What is required:
Below are the records; work out how many lines among them contain "Crownstead", and write nothing besides that number.

::: Exercise material :::

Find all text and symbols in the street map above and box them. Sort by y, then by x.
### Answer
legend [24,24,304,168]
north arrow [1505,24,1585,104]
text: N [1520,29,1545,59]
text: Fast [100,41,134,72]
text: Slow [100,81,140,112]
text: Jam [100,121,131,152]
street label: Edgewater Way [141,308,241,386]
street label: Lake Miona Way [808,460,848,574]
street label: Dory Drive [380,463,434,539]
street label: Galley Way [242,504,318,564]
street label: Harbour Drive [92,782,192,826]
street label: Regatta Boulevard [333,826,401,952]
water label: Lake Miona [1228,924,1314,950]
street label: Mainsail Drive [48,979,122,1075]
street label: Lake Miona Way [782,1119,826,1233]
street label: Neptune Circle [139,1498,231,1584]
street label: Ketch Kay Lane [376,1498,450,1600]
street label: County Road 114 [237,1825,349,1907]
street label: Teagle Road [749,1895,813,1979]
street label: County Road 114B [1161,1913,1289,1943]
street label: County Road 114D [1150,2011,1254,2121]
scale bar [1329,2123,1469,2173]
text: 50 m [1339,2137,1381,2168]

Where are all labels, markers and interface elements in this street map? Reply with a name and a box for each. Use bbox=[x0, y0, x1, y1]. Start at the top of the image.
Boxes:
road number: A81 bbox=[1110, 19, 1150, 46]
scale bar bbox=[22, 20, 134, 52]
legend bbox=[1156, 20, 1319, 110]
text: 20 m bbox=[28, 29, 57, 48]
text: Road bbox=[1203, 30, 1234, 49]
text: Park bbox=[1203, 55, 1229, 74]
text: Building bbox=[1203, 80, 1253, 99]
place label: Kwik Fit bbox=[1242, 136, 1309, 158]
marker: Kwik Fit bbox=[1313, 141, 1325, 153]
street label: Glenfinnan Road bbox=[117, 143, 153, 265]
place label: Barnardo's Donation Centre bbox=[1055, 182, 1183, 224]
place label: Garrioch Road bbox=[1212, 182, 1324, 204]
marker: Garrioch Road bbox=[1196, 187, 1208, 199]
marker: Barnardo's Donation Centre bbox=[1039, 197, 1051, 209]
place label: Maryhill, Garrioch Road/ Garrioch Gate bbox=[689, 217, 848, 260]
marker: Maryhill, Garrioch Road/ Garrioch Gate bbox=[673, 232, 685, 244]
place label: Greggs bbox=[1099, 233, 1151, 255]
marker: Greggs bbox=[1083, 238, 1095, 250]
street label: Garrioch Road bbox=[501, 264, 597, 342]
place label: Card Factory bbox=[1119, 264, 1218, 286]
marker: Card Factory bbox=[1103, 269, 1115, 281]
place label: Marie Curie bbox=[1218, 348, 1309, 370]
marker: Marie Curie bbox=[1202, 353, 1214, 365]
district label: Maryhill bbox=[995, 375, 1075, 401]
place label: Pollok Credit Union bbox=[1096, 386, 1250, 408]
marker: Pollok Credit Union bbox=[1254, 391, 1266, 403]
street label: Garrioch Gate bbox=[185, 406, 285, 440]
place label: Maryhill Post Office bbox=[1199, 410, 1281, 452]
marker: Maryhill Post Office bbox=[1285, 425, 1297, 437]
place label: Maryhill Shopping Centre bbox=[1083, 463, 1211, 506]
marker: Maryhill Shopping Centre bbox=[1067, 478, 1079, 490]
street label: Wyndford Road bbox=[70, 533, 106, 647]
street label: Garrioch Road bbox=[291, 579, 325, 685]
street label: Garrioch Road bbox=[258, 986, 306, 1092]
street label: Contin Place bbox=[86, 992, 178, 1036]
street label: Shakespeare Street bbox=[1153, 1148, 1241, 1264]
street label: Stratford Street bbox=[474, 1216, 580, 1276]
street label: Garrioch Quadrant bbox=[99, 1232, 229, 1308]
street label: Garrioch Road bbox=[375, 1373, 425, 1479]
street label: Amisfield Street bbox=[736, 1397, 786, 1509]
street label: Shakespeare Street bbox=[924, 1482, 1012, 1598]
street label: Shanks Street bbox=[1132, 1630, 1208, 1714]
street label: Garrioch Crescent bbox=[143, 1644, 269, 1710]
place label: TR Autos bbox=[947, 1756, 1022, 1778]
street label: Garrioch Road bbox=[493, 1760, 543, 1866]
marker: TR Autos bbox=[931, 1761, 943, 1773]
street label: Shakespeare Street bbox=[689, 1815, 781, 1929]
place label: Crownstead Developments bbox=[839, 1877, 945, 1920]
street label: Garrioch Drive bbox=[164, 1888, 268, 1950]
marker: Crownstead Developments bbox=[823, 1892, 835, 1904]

:::

Output of the exercise:
2